She is only 51, but she looks much much older, in her 80s or 90s. She's frail, skin and bone, sunken eyes and hollow cheeks. She looks like she has one foot in the grave, or just climbed up from 6 feet under. Her fragile frame, gnarly claws, and unsteady gait, reminds me of the de-conditioned black-and-white survivors filed out of WWII concentration camps.
She speaks slowly, but her stares are still sharp and she glares at us for admitting her to the psych ward. She is angry, "I want to go home," she said. "Why am I here?" Her daughter shakes her head and tuts in agreement.
She was a GP not half a decade ago, her license was revoked after she suffered a stroke. The sense of gloom and doom were so great that she became suicidal since her loss. She's given up.
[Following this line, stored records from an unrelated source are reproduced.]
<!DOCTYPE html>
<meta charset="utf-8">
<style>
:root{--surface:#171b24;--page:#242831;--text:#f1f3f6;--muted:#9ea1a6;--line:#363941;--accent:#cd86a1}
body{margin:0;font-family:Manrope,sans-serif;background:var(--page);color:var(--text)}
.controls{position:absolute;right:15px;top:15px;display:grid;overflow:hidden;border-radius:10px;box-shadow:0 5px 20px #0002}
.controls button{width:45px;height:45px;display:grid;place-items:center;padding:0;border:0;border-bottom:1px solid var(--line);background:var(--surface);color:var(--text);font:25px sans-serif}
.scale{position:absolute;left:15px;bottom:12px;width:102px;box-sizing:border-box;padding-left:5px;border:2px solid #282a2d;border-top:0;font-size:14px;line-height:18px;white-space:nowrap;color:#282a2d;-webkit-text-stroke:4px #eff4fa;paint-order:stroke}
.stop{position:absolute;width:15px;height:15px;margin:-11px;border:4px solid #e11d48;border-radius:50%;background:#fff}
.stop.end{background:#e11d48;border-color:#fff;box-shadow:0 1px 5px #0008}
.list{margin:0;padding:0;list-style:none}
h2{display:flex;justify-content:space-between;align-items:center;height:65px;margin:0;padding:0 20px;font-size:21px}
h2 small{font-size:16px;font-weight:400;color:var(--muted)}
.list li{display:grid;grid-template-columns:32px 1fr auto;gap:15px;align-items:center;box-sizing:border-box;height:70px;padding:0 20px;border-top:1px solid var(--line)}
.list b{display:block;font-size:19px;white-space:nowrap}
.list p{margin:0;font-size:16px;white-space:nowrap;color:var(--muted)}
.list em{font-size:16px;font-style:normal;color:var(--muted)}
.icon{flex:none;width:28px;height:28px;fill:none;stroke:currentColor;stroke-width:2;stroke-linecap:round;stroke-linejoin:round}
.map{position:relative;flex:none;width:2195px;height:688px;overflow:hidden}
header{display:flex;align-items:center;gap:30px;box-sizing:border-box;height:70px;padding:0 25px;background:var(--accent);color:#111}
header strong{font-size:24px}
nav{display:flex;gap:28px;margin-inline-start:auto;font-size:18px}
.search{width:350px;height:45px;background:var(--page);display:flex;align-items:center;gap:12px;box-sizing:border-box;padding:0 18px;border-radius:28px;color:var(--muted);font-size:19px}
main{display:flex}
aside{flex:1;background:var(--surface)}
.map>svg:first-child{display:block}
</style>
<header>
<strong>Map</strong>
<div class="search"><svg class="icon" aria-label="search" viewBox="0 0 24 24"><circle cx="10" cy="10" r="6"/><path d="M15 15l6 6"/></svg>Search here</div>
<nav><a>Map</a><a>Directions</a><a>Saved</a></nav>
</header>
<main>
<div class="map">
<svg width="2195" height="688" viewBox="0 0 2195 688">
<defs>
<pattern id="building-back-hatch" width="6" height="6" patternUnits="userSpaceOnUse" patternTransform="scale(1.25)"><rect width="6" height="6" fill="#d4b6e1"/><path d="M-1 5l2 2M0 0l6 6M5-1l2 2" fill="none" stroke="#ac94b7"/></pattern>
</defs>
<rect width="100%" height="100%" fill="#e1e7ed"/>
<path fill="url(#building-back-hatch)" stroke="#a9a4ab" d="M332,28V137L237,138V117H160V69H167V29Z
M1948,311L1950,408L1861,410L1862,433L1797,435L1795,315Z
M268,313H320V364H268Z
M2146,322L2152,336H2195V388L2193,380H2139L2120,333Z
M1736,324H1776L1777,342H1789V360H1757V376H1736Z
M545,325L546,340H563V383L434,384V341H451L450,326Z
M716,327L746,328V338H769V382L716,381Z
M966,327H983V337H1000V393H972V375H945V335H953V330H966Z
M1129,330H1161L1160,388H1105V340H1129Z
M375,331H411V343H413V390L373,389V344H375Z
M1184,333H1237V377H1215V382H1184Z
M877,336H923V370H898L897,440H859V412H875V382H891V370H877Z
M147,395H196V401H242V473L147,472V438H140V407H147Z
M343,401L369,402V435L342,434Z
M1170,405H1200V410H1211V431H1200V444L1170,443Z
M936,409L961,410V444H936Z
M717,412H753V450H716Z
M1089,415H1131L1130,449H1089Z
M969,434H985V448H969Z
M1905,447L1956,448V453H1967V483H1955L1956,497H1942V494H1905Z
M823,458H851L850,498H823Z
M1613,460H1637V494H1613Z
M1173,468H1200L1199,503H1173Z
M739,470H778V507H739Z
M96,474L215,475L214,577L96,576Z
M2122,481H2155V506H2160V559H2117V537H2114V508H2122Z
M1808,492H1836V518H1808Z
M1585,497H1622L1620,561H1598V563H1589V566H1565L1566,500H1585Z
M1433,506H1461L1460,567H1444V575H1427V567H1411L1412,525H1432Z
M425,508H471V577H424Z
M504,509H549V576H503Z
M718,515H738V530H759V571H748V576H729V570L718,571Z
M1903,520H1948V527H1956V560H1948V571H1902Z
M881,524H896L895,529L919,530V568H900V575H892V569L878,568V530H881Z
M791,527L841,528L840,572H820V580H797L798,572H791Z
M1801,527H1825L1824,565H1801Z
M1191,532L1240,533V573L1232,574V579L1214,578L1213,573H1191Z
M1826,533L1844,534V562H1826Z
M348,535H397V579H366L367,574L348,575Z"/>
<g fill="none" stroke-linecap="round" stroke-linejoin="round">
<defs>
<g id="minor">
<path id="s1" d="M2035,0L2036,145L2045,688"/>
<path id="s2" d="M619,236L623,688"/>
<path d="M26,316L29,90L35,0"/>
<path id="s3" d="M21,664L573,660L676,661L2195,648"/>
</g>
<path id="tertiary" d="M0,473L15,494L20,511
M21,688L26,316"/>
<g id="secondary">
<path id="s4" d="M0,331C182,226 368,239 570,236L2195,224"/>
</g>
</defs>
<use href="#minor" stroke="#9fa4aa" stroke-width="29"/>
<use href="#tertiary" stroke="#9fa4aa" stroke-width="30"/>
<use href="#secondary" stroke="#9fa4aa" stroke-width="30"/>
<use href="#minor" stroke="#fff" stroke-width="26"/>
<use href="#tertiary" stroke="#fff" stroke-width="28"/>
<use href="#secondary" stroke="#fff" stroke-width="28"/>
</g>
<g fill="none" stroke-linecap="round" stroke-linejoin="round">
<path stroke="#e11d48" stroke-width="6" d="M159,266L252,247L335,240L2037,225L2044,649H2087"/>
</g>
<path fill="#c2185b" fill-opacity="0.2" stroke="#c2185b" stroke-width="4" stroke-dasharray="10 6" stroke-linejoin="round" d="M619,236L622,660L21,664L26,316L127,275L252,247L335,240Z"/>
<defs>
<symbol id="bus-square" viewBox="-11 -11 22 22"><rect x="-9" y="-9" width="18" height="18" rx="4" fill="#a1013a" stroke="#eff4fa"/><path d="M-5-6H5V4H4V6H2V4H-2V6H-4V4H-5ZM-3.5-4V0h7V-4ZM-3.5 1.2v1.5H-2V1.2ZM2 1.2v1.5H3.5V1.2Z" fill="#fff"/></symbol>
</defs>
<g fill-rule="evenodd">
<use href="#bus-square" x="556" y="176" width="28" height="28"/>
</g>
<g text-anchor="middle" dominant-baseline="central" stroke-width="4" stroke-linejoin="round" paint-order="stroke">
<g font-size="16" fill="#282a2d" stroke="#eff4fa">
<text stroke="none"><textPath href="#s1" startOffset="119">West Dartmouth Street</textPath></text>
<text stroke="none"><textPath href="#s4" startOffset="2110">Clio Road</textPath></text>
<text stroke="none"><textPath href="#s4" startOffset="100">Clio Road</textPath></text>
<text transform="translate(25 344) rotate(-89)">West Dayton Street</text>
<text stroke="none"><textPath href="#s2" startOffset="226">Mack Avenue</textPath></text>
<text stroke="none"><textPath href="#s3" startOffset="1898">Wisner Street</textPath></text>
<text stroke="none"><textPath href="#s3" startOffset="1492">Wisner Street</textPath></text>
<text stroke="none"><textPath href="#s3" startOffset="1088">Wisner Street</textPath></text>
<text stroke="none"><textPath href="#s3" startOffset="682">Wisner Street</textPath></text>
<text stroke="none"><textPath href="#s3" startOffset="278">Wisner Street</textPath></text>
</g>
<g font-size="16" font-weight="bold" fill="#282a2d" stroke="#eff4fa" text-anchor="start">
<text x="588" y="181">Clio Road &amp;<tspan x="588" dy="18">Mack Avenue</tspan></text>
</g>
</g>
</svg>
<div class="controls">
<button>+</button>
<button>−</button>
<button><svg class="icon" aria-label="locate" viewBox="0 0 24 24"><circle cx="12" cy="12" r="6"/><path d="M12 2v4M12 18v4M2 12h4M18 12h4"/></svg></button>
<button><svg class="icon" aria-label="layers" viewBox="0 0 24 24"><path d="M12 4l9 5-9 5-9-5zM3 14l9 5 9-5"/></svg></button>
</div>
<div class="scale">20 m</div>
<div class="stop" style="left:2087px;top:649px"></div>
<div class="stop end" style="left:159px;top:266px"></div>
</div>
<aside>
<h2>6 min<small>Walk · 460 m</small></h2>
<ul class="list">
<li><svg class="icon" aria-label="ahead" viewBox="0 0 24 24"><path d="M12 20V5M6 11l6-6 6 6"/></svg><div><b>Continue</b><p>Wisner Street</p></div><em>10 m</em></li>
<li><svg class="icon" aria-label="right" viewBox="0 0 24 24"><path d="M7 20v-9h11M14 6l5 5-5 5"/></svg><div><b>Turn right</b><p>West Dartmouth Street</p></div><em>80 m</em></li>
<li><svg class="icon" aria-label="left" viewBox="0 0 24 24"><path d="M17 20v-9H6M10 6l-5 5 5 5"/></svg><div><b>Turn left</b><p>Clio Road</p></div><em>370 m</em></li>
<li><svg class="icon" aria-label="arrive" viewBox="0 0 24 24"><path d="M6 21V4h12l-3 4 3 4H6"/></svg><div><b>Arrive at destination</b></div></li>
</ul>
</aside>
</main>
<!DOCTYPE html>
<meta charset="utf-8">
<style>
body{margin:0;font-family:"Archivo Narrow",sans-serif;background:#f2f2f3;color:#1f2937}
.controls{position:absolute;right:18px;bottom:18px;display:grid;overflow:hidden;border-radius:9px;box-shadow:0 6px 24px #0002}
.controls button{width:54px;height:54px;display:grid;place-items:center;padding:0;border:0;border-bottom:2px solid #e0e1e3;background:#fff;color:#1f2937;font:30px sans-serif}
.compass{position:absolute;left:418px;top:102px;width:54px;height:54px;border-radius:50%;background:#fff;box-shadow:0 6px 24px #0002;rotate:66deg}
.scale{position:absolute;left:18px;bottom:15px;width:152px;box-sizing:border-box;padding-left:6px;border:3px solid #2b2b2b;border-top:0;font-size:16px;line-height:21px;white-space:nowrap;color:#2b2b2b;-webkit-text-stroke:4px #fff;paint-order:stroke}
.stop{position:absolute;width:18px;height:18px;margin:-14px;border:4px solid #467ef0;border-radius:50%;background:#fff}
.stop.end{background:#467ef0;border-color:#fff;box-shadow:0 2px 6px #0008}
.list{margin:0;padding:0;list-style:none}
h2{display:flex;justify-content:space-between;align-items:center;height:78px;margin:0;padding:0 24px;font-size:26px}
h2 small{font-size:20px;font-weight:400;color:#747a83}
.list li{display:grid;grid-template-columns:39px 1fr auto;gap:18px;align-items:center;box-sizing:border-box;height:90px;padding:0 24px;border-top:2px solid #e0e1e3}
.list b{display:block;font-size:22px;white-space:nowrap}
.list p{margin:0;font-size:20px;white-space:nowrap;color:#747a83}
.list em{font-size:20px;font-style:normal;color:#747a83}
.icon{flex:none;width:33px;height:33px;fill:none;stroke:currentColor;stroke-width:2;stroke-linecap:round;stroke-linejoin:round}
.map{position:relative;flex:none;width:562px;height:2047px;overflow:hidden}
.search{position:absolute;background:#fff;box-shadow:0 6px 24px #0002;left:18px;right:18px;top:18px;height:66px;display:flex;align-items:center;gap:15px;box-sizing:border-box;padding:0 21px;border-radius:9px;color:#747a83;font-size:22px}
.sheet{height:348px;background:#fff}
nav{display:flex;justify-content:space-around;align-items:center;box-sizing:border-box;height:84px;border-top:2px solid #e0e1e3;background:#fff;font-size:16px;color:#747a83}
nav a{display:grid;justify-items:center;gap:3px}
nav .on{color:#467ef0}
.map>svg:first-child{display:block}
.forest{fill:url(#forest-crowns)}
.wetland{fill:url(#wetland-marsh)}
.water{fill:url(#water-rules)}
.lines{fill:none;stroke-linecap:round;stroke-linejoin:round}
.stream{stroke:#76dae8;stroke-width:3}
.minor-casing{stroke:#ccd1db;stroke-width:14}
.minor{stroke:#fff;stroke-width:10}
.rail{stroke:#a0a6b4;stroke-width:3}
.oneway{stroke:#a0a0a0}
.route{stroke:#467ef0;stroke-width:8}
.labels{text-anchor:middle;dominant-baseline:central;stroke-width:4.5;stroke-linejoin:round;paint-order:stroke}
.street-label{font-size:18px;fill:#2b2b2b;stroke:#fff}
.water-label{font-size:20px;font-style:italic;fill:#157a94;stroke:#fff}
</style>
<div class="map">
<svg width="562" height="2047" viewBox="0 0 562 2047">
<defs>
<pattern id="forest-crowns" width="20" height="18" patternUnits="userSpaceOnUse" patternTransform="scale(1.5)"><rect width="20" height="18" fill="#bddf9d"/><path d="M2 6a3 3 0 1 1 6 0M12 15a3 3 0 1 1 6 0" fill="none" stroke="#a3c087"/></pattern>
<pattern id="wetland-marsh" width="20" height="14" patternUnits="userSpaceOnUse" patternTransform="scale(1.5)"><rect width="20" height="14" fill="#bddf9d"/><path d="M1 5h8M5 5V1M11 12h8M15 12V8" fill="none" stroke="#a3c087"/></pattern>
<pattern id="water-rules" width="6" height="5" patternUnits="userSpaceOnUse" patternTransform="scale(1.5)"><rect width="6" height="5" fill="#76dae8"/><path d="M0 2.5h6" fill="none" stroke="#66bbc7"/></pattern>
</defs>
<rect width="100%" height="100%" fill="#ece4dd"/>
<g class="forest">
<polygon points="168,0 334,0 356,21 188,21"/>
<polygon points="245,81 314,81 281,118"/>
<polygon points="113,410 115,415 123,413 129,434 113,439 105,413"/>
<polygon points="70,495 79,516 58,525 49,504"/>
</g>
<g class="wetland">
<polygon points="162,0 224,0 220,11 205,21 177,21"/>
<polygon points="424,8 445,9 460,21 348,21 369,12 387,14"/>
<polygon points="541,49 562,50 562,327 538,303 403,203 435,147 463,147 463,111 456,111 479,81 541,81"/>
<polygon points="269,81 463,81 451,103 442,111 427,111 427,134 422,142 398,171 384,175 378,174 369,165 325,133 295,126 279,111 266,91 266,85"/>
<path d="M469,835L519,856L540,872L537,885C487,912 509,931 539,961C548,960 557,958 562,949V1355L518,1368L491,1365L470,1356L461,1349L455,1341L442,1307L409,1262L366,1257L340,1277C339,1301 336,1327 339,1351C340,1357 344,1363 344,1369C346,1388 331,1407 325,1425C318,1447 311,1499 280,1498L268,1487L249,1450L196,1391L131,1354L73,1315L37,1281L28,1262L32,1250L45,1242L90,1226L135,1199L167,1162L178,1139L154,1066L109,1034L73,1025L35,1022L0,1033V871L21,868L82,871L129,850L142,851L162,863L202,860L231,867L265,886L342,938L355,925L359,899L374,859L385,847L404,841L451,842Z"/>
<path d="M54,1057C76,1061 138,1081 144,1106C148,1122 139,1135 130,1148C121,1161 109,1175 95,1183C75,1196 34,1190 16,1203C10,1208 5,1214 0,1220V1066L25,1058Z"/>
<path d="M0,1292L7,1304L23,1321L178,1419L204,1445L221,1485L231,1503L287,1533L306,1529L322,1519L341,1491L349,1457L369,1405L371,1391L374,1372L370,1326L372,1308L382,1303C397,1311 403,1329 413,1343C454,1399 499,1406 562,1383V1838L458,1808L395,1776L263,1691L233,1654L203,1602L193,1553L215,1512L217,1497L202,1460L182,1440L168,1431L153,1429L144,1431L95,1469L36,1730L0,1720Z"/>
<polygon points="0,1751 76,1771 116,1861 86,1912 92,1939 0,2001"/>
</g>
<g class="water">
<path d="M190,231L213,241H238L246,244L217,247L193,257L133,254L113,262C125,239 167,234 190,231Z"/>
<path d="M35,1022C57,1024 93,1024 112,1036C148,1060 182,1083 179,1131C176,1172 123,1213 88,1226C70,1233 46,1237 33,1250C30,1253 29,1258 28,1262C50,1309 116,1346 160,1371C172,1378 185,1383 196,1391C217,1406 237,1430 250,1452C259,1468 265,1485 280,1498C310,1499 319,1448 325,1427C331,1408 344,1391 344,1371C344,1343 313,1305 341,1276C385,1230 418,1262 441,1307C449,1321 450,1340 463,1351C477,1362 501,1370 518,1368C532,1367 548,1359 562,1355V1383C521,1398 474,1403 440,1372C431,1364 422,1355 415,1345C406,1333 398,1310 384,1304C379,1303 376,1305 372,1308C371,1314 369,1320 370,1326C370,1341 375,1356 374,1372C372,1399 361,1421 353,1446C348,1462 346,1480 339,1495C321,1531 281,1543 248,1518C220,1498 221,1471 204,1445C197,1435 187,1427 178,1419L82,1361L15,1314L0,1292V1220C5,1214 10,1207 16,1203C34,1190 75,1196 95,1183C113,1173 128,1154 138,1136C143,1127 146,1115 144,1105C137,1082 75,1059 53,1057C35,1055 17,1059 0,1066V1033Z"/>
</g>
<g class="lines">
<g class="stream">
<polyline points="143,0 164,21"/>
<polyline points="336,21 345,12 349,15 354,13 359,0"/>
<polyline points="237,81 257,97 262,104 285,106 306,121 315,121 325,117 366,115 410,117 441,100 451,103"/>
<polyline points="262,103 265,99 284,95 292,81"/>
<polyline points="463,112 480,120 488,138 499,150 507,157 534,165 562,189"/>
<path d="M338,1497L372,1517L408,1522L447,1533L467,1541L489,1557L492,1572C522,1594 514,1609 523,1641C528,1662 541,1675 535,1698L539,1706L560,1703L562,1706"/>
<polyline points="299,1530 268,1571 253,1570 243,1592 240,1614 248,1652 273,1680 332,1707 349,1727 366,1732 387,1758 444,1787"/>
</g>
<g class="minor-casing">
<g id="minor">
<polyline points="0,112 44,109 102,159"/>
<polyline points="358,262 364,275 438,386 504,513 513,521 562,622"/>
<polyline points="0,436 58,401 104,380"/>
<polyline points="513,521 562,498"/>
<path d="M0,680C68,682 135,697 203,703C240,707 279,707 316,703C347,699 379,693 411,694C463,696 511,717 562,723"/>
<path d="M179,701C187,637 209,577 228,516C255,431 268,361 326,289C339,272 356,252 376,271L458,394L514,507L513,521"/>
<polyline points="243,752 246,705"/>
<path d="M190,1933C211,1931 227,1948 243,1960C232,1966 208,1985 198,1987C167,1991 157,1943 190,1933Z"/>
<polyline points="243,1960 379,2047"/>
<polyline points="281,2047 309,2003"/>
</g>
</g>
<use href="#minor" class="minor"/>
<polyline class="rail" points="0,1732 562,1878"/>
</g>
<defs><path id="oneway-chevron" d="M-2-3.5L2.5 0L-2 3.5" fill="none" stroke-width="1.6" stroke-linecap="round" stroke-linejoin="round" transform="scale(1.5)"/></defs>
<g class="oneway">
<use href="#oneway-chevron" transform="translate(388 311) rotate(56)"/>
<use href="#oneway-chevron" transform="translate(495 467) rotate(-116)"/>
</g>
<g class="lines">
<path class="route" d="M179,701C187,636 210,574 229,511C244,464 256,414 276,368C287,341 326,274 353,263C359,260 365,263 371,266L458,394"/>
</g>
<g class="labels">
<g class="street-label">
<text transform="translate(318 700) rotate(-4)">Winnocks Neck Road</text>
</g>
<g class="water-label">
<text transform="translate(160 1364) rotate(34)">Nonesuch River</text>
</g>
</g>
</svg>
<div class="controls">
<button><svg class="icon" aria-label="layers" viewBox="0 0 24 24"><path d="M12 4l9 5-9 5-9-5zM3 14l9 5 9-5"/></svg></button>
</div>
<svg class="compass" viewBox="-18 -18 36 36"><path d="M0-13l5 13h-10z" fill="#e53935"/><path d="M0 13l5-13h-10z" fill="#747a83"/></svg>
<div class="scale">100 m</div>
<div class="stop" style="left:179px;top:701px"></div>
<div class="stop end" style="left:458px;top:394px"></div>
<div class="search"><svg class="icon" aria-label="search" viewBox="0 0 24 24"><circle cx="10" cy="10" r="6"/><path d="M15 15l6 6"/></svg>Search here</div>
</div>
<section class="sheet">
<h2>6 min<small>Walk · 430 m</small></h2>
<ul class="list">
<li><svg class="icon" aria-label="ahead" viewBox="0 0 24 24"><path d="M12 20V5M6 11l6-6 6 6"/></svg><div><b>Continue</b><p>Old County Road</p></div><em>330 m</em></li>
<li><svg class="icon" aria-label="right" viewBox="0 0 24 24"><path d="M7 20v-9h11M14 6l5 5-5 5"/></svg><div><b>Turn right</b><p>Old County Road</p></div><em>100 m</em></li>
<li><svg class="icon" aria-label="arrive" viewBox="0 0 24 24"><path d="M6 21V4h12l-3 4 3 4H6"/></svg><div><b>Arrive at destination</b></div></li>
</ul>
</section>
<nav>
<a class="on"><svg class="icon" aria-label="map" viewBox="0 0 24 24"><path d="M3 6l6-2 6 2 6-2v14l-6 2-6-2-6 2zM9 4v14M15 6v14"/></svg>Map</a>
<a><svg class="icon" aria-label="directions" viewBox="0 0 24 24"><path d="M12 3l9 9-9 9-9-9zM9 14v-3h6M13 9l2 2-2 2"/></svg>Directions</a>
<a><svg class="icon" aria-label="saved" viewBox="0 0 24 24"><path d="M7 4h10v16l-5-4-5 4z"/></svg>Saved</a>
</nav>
She spent the next couple of years contemplating about it, managed to convinced everyone around her that is the way to go, even involving 2 GPs who are now being reviewed for their medical ethical decision. She has literally starved herself of food, of hope, and of life.
She was a medical student once, a breed very much familiar to me. I can imagine her being a perfectionist, particular and highly functional; could handle anything that is thrown her way, and deals with everything herself. Her meaning of life was robbed from her when she had the stroke, she can not tolerate functioning at any level less than the highest.
What really strikes me is that she had given up so quickly and easily. Because I am exactly like that.